(Dataset entries)
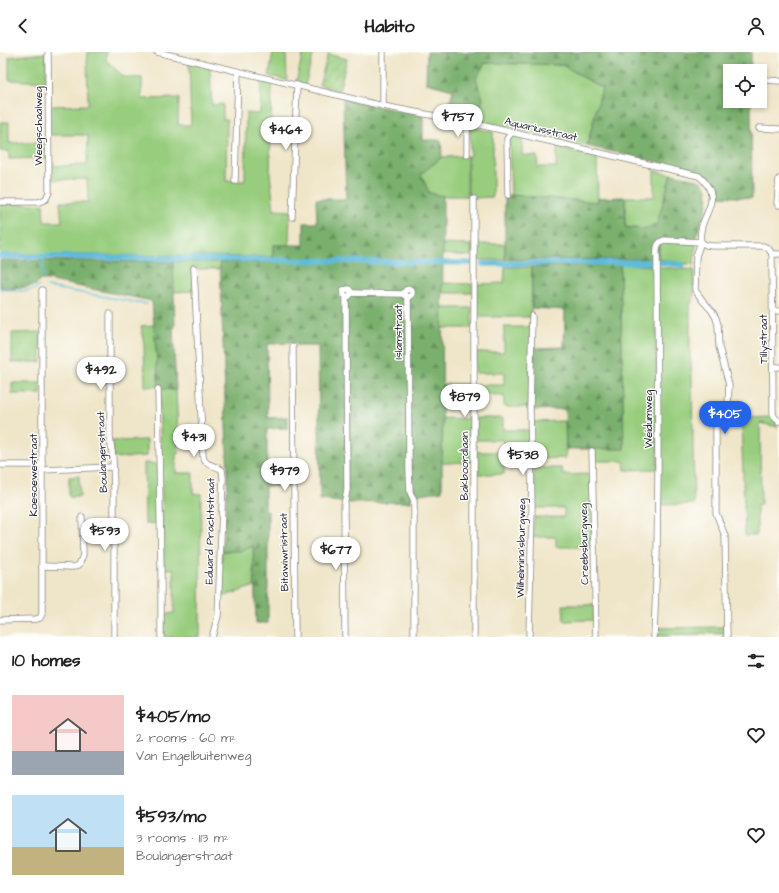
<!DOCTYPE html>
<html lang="en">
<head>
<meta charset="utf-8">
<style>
	:root { --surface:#fff; --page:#f2f2f2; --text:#222; --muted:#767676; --accent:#2563eb }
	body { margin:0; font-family:"Architects Daughter",sans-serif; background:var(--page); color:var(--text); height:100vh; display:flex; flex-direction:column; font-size:15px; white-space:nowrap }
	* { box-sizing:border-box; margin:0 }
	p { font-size:13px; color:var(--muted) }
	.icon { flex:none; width:22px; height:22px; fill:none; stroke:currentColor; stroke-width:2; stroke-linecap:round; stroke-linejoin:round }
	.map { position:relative; height:585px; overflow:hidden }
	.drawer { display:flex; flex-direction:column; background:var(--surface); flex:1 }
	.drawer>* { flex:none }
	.fabs { position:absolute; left:723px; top:12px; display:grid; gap:8px }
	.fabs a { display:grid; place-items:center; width:44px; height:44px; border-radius:0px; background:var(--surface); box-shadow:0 2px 6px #0003; font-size:20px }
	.price { position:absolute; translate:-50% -34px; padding:0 9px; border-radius:14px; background:#fff; color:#222; font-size:13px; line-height:26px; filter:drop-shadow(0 1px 2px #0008) }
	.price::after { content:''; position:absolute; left:50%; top:24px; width:12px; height:9px; margin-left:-6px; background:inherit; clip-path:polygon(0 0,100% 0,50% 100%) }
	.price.current { background:var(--accent); color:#fff }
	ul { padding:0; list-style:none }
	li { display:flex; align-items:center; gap:12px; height:100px; padding:0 12px }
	li span { display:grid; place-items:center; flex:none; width:112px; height:80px; border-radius:0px; color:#555 }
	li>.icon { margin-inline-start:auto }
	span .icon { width:48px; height:48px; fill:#fffc; stroke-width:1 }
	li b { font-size:17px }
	h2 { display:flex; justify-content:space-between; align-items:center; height:48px; padding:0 12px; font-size:17px }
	header { display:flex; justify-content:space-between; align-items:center; height:52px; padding:0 12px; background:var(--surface); font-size:18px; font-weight:700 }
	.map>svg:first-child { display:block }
	.green { fill:#98cd7e; stroke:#5d785c }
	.forest { fill:url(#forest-firs); stroke:#4e6954 }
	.garden { fill:url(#garden-furrows); stroke:#5d785c }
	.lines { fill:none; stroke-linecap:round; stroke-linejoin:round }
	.stream { stroke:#5dbbdb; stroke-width:1.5 }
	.canal { stroke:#5dbbdb; stroke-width:5.5 }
	.minor-casing { stroke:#888482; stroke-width:7 }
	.minor { stroke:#fff; stroke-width:5.5 }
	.labels { text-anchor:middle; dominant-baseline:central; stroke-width:3; stroke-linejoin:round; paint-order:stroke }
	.street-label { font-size:11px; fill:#22223b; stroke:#fdfcf7 }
</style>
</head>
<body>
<header><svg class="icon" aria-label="back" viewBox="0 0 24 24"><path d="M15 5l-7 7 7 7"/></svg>Habito<svg class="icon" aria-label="person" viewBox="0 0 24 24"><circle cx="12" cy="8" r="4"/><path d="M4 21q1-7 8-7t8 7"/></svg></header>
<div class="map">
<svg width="779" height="585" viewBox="0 0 779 585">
	<defs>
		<pattern id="forest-firs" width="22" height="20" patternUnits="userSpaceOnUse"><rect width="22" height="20" fill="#7ab06d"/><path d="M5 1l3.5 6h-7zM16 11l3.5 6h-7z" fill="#648f5b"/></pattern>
		<pattern id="garden-furrows" width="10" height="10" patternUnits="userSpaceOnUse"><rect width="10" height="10" fill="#98cd7e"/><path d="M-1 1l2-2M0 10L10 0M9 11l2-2" fill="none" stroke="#83b06e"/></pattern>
	</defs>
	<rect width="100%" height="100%" fill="#fdfcf7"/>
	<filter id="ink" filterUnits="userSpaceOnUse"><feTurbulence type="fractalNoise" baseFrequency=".025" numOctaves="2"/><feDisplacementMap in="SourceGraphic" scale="8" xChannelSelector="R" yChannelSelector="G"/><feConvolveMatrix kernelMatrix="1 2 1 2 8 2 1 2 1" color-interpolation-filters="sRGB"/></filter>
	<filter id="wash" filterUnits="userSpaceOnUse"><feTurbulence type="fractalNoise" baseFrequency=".012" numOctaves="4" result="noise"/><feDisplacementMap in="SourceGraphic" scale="16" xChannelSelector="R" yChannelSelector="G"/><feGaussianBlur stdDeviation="0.9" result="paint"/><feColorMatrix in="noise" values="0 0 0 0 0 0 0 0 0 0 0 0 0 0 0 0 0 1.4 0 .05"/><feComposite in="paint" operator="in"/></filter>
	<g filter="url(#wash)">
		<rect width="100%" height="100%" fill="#efe5c8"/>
		<g class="green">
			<path d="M87,0H107L106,8L124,25L142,26V47L179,46L178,73H191L189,10L210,15L212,53L223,52V67H227L226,129H245L246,61L260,62L261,28L272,31L270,122L274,158L290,159L289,193H273V205L0,202V152H43L44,170H62L60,150H88L87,127L50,128V114L87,113L88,83H50V54L88,53Z"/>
			<path d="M273,0L286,2L287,28L269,24Z"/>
			<path d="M303,0H314L305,33L296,31Z"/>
			<path d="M46,1V30L9,28V5Z"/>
			<path d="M485,11L562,13L602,36L587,94L476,68L483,47L476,26Z"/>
			<path d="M0,70H9V91H47V106L9,107V99H0Z"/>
			<path d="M472,75L493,80V145L473,146L468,140V104L470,103V76Z"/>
			<path d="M512,83L522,86V103L537,104L538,115H556L557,96L597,105L598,150L511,143L509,88Z"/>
			<path d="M467,104V141L470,144H443L429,141L421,122L442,105Z"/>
			<path d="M654,119L671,122L657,173L643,177L625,175V145H654Z"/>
			<path d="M660,190L696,191L694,213L658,207Z"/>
			<path d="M442,192L472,193L471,204L442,202Z"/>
			<path d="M475,192H505V208H476Z"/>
			<path d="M173,210H220V217H198V215H192L194,239L174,240Z"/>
			<path d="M620,212L655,214L657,417L625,418L624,409H595L594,396H624Z"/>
			<path d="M505,215H532L531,265H476V232L504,231Z"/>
			<path d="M657,215L694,218V243L690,254V302L692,324L694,452L659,453Z"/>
			<path d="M442,231L472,232V241H442Z"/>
			<rect x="442" y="256" width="30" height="20"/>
			<path d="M154,273L159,334L145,335L144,293L141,274Z"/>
			<path d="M504,275H531L529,355H504V344L476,343V333H504V321H475V300H504Z"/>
			<path d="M41,280V310H12V281Z"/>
			<rect x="12" y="331" width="29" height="11"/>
			<rect x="443" y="332" width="29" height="11"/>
			<path d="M159,337L176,338L179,401L176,402V421H193V441L201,442L200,585H162V576L165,562L174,561V517H164Z"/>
			<path d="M772,365L778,375L760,371L761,453H757V483H745L741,366Z"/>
			<path d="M443,366L472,367L473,410L442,411Z"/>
			<path d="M476,366H503V378H529V400H504V422H476V400H504L503,388H476Z"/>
			<path d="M565,369L566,406L533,407L532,370Z"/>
			<path d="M147,388V404L114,406L112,389Z"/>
			<path d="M144,411L157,412L159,471L145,472Z"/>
			<path d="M534,416H562L563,423L591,422L592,495H556V485H533L534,465H564V456H534Z"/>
			<path d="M253,494L255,534L222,545V499H242Z"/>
			<path d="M563,553H594V568L564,569Z"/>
			<path d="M725,575V582L700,581V583L655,584V576Z"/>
		</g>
		<g class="forest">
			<path d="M427,0H751V19H730V49H751L752,146L716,144C715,131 711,123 698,119L587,94L602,36L562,13L485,11L476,26L483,47L476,68L447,61L453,38L426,31Z"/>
			<path d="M343,47L423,64V88H441L442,105L421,122L429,141L443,144L442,439L412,443L411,450L351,451L320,448L318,294H297L296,291L267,292L268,366L288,365V376L267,377V412L265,413V424L292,423V434H265V459H268V571H256L253,494L242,499H222L228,427L220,210H273V193H304V171H317L316,147H346Z"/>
			<path d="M671,122C681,124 693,125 702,130C717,140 699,176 694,189L661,188L656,206L652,207L505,208V145L511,143L598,150V146L625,145V175L643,177L657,172Z"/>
			<path d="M0,208L173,210L175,275L173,276L176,338L159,337L152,249L47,228H40L36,233L14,237L0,235Z"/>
			<path d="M620,212L624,397H566L565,357L532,358L533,296L564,295L565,258L532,256V215Z"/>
		</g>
		<g class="garden">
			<path d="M328,2L347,7L339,39L319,33Z"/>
			<path d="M79,424L80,445H69V425Z"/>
		</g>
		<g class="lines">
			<g class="stream">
				<path d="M43,204V226"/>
				<path d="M47,235L147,252"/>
				<path d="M0,237C11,238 30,242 39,234"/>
			</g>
			<g class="canal">
				<path d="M0,204L470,211"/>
				<path d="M483,212L656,210L682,213"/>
			</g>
		</g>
	</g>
	<g filter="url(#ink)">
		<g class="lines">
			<g class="minor-casing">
				<g id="minor">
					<path d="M157,0L383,54L467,70L699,124C728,150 696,163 701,190L706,193L712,194H763L768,196L772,202H779"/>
					<path d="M383,0V54"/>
					<path d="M767,28L779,29"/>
					<path d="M467,70V103"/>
					<path d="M759,76L779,77"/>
					<path d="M779,127L777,151L779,153"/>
					<path d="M235,129L238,20"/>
					<path d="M508,143L507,87L511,81"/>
					<path d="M474,147V585"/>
					<path d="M0,150H39L46,147L49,140L48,0"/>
					<path d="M292,165L297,33"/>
					<path d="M772,202L773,362L775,366L779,369"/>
					<path d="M194,216L203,405C206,415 215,412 222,418L223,426L218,564L212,585"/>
					<path d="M403,242L406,238L410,237L412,239V242L408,246"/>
					<path d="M347,245L343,242V238L349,237L352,241"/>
					<path d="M773,259H779"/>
					<path d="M110,262V386L113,407L114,437V585"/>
					<path d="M293,295L295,585"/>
					<path d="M773,315H779"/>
					<path d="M158,337L161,519V585"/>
					<path d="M592,399L596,585"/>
					<path d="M0,413H43"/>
					<path d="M43,418L113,415"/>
					<path d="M42,514L73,515L79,513L83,503L82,465"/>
					<path d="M0,568L36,567L40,566L42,562V238"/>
					<path d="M345,585L344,453L347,438L346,247L352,241L403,242L408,246L409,417L410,440L414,449V585"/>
					<path d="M529,585L532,455L530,357L532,264"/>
					<path d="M654,585L657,502L658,417L657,206C657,199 655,191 664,188L701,190L696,204L695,238L703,249L712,259L716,266L718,273L719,295L729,333L728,352L718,367L716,374V461L725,484L727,585"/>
				</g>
			</g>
			<use href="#minor" class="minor"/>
		</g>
	</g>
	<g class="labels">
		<g class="street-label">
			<text transform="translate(38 74) rotate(-90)">Weegschaalweg</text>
			<text transform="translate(541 77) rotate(13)">Aquariusstraat</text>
			<text transform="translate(398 280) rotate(-90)">Islamstraat</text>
			<text transform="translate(763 287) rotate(-90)">Tillystraat</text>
			<text transform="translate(648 367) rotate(-90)">Weidumweg</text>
			<text transform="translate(102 400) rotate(-92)">Boulangerstraat</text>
			<text transform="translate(464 414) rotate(-90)">Bakboordlaan</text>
			<text transform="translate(33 423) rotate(-90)">Koesoewestraat</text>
			<text transform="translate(210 479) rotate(-89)">Eduard Prachtstraat</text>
			<text transform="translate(584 492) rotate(-91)">Creebsburgweg</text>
			<text transform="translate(521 496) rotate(-89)">Wilhelmina'sburgweg</text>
			<text transform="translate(284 500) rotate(-91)">Bitawiwristraat</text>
		</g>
	</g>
</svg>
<div class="fabs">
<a><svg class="icon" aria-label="locate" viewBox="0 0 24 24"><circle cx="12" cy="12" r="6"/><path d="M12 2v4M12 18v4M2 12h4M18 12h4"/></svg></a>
</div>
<b class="price" style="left:458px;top:86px">$757</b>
<b class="price" style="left:286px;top:99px">$464</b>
<b class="price" style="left:101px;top:339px">$492</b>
<b class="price" style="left:465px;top:366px">$879</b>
<b class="price current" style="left:725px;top:383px">$405</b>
<b class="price" style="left:194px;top:406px">$431</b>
<b class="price" style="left:523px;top:424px">$538</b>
<b class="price" style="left:285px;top:440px">$979</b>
<b class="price" style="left:105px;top:500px">$593</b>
<b class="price" style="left:336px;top:519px">$677</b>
</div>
<section class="drawer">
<h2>10 homes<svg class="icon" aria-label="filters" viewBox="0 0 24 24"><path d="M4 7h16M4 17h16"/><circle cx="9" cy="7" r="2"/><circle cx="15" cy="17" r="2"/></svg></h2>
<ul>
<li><span style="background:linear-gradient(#f6c9c9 70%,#9aa5b1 0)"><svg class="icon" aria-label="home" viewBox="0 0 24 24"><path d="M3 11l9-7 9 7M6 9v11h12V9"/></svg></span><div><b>$405/mo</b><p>2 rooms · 60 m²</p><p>Van Engelbuitenweg</p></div><svg class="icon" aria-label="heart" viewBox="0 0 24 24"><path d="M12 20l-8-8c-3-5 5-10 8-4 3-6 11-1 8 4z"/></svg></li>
<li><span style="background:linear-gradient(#bfe0f5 65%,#c2b280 0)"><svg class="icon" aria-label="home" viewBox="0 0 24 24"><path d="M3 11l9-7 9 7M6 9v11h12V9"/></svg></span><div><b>$593/mo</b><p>3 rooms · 113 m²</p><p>Boulangerstraat</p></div><svg class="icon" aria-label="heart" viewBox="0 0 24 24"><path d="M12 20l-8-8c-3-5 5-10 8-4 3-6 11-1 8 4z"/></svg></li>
</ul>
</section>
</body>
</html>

§ Exercise: Instructions for the copy: start at the first entry, stop after the line containing "content:''; position:absolute; left:50%;", keep every line exact, and drop the pictures.

§ Reply:
<!DOCTYPE html>
<html lang="en">
<head>
<meta charset="utf-8">
<style>
	:root { --surface:#fff; --page:#f2f2f2; --text:#222; --muted:#767676; --accent:#2563eb }
	body { margin:0; font-family:"Architects Daughter",sans-serif; background:var(--page); color:var(--text); height:100vh; display:flex; flex-direction:column; font-size:15px; white-space:nowrap }
	* { box-sizing:border-box; margin:0 }
	p { font-size:13px; color:var(--muted) }
	.icon { flex:none; width:22px; height:22px; fill:none; stroke:currentColor; stroke-width:2; stroke-linecap:round; stroke-linejoin:round }
	.map { position:relative; height:585px; overflow:hidden }
	.drawer { display:flex; flex-direction:column; background:var(--surface); flex:1 }
	.drawer>* { flex:none }
	.fabs { position:absolute; left:723px; top:12px; display:grid; gap:8px }
	.fabs a { display:grid; place-items:center; width:44px; height:44px; border-radius:0px; background:var(--surface); box-shadow:0 2px 6px #0003; font-size:20px }
	.price { position:absolute; translate:-50% -34px; padding:0 9px; border-radius:14px; background:#fff; color:#222; font-size:13px; line-height:26px; filter:drop-shadow(0 1px 2px #0008) }
	.price::after { content:''; position:absolute; left:50%; top:24px; width:12px; height:9px; margin-left:-6px; background:inherit; clip-path:polygon(0 0,100% 0,50% 100%) }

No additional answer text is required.